The manager would float around, making sure everything was working as expected. Somehow when you were just getting tired and becoming less effective, he would tap you on the shoulder and send you off for a slice. He made sure there was enough for everyone and used it to get people back to 100% if they were getting tired or frustrated with the unstoppable wave of guests that poured through the door from checkin time until midnight.

Some nights I didn’t eat a slice until the very end of my shift. Some nights I didn’t eat it at all, but it was nice to know it was there.
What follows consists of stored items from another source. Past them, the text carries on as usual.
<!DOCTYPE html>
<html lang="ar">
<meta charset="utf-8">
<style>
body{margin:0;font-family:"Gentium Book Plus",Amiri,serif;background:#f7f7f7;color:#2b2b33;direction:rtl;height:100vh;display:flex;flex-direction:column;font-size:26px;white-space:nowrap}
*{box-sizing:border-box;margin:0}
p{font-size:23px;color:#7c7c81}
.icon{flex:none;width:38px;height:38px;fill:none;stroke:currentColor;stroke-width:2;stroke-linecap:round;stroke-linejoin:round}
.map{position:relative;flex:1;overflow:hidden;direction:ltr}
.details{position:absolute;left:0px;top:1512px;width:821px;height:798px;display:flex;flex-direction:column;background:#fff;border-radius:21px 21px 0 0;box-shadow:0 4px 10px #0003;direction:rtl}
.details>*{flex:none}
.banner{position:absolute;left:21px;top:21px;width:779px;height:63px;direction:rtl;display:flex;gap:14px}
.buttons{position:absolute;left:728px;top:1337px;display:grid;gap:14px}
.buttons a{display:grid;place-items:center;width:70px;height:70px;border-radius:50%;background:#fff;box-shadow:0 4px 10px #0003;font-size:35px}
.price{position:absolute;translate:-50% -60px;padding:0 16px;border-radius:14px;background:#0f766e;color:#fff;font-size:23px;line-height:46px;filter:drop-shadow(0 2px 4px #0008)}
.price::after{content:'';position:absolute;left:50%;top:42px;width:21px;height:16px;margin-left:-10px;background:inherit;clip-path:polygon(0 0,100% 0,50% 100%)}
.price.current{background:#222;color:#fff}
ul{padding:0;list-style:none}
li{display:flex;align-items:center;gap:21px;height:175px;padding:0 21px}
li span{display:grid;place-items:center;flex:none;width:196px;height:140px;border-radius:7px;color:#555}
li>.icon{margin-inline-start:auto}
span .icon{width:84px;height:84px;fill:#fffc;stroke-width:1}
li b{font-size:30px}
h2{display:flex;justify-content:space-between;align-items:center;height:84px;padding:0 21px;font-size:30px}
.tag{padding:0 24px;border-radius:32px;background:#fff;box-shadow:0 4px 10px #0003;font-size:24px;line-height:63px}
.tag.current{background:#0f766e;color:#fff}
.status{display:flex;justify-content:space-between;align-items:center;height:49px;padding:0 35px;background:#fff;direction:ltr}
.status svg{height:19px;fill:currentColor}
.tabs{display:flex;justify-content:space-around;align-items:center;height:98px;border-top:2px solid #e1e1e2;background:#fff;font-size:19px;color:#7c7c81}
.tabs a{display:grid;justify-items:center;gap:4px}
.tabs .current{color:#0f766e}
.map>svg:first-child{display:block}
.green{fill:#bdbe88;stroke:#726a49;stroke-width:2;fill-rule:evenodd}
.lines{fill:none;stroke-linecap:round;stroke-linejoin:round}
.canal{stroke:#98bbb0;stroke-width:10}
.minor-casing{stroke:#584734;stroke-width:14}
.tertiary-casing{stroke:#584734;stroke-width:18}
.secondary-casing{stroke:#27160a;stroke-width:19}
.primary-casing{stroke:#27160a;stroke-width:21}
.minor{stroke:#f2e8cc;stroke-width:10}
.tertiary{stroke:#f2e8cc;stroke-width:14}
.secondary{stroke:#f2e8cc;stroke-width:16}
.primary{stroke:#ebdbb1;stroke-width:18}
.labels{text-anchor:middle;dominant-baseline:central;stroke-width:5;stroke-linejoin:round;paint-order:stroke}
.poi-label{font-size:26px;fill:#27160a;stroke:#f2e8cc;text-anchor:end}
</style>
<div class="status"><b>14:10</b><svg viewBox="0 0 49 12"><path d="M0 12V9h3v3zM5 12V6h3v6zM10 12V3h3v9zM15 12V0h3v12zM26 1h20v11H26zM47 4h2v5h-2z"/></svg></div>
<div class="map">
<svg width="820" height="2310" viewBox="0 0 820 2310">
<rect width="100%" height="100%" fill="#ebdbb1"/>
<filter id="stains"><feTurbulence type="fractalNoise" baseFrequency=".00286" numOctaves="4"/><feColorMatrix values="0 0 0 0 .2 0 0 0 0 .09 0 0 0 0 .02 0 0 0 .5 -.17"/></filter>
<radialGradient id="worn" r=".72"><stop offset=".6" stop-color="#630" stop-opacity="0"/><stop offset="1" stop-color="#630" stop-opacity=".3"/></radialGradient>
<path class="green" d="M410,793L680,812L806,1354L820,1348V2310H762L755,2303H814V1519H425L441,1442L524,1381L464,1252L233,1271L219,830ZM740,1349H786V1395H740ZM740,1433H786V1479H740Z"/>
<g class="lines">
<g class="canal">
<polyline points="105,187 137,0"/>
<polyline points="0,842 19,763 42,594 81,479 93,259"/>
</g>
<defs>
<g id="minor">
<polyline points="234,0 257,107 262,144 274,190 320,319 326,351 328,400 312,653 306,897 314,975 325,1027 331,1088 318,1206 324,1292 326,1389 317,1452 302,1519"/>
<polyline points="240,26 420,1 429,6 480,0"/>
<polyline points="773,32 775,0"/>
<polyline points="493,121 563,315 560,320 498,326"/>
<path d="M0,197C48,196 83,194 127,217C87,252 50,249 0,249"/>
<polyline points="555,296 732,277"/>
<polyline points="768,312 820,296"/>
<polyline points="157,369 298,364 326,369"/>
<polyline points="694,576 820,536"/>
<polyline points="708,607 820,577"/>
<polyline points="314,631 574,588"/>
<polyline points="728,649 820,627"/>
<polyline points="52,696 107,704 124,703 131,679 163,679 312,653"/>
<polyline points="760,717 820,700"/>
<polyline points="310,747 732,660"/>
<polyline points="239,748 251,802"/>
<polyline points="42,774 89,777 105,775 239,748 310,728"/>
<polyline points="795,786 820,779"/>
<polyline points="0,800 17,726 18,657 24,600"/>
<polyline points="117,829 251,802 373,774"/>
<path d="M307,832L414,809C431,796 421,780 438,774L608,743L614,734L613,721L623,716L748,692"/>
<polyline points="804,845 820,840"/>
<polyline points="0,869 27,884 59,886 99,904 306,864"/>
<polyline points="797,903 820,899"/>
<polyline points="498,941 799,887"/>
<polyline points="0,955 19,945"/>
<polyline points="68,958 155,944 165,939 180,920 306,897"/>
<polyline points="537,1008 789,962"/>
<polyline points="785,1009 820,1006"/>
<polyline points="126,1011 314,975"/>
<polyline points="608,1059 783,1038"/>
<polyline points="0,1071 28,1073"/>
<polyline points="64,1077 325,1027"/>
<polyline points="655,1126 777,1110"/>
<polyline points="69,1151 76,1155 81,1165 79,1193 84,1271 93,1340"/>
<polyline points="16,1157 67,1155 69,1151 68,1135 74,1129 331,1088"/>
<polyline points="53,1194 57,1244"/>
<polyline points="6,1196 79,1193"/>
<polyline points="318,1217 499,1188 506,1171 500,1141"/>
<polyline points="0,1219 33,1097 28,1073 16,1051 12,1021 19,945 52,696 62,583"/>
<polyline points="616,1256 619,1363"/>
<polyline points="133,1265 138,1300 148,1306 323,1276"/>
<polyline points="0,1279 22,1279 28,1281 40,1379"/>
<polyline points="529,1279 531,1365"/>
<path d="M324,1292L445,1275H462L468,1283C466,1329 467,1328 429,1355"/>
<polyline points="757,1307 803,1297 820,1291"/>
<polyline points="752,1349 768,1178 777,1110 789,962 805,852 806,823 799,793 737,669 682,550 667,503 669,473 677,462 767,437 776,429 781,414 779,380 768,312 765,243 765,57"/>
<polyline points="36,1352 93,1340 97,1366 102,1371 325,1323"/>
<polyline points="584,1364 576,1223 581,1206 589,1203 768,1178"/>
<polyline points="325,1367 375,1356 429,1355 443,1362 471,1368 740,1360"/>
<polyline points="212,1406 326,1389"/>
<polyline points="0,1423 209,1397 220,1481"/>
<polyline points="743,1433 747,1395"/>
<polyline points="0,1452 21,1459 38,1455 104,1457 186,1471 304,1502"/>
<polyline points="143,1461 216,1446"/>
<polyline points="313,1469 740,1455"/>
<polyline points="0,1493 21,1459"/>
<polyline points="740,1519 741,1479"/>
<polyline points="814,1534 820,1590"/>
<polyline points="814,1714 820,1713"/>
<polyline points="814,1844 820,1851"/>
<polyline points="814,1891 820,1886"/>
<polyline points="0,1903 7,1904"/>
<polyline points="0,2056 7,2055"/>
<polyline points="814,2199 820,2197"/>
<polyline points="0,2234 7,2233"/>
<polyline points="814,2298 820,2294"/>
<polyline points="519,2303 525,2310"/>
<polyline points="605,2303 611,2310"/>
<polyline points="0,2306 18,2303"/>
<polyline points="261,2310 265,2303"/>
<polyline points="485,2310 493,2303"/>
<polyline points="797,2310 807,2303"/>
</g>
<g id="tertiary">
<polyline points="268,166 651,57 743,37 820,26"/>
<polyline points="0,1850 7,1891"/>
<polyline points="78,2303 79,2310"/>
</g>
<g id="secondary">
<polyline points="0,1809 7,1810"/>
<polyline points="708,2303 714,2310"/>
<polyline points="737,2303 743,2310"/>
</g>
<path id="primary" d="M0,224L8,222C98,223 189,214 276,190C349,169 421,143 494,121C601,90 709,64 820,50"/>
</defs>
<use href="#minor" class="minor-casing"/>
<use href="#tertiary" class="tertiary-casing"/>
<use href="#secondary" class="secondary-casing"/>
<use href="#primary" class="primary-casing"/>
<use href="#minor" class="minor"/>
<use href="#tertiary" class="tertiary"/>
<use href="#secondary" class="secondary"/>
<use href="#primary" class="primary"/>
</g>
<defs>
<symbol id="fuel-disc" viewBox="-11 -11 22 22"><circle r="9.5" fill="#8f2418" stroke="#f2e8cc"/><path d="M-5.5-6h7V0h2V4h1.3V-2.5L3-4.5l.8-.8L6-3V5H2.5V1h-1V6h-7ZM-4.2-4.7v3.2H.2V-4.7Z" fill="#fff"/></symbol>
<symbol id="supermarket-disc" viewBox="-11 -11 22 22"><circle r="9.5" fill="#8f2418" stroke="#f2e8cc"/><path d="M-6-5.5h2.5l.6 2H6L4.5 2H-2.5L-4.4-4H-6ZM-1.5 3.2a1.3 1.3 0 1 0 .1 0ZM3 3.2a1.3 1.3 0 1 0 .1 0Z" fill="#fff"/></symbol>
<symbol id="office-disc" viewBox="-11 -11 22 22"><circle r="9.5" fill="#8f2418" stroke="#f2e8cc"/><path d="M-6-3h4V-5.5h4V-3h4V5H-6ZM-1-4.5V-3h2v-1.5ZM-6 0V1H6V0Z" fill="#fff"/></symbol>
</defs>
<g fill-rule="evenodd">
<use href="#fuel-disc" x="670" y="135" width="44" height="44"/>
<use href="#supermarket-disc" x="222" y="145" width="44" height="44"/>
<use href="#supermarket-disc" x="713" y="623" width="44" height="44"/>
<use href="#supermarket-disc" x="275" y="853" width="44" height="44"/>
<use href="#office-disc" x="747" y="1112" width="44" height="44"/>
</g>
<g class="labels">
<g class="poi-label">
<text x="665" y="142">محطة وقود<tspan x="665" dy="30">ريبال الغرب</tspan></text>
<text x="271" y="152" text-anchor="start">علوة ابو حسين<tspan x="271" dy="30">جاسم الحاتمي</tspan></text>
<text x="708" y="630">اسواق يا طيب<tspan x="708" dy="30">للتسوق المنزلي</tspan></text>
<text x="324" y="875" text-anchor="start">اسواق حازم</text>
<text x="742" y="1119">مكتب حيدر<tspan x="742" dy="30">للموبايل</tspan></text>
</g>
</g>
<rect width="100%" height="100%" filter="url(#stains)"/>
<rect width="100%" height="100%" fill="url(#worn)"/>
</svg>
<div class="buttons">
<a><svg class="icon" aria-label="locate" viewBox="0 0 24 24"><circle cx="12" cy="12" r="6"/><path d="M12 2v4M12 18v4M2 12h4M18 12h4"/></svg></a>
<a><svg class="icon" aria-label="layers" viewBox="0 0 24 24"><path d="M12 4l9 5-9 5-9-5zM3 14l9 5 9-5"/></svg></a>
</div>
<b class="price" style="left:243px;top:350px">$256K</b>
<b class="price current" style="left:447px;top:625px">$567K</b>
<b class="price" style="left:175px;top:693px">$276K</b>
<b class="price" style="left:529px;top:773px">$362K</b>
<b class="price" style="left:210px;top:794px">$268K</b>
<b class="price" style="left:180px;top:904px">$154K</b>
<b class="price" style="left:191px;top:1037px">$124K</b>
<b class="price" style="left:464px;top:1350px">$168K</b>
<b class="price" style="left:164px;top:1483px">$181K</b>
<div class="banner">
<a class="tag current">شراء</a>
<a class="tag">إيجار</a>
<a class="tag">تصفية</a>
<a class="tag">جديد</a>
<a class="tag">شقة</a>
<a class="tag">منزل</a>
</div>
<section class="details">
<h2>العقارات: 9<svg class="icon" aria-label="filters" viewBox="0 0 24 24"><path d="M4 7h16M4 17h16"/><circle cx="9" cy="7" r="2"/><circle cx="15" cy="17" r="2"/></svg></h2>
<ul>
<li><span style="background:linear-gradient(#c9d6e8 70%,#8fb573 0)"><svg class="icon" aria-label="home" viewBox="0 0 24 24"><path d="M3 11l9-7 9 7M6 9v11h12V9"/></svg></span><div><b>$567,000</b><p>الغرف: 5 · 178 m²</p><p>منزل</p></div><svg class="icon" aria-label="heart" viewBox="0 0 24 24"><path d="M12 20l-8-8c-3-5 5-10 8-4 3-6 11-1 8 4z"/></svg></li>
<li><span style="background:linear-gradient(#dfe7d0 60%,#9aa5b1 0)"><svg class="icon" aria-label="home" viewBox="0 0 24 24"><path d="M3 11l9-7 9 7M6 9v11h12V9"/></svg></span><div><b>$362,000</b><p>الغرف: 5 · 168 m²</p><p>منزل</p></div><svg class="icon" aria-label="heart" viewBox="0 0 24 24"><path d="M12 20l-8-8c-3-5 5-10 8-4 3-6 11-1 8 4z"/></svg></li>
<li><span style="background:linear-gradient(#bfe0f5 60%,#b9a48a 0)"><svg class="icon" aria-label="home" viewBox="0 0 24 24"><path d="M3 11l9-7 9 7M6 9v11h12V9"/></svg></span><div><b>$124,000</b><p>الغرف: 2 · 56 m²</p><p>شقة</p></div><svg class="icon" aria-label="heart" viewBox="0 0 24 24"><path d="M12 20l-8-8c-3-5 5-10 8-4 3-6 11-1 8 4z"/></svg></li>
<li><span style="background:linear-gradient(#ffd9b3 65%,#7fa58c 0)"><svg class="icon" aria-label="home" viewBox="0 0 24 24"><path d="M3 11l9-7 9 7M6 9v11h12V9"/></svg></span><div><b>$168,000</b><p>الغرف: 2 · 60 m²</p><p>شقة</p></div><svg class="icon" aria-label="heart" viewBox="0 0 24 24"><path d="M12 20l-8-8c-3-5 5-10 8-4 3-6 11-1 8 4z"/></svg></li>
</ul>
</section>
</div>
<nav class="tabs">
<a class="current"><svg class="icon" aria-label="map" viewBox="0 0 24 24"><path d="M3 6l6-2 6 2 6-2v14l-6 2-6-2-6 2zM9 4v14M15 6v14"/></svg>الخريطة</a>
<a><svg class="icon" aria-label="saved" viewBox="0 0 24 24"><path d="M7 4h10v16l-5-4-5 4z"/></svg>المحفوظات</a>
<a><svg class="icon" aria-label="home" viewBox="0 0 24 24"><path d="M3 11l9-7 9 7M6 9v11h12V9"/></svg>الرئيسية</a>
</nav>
It always arrived around 9 pm. After the peak, but just before everyone was completely burned out. And you knew it was coming. It kept you going. Somehow the hours from 8 to 10pm passed at double speed There was pizza in the headlights and we were speeding towards it.

What Pizza has Taught Me

At times when you need all hands on deck, everyone working at full steam just to get through and finish everything that is required, breaks seem like a luxury that wouldn’t make sense. But it worked. On Fridays at the hotel, everyone worked harder than other days. We felt less tired. We got more done per person than on a slow Tuesday. Why? The pizza signalled that this was going to be hard, and our bosses knew it. It said that they appreciated the effort. It let everyone know that despite the work required, we were all in it together. When you saw someone not leaving for a slice when the boxes arrived, you knew that we were all on the same page.

Later in my working life, I had a job as a teaching assistant. The big crazy nights for us were when we had to mark exams. Marking exams was going to be a long night. We had pizza. 🍕 Helping someone move? Pizza. Big collection of unpaid volunteers? Pizza. All of these events have two things in common

  1. People working harder than usual or expected.
  2. Everyone enjoying shared pizza.

When things are going to require extra effort, let the team know that you understand that. Make them feel appreciated and make sure that they are aligned. Pizza aligns people. Everybody loves pizza. It is a communal food. It’s about what it represents and what it signals to your team. It’s a carrot. It’s an incentive sure, but we weren’t working for the pizza on those busy nights. We were working for each other. Our glory of getting through another busy Friday was celebrated as a team. The pizza enabled us to look back and say « we fucking did it mate Â» another one in the books.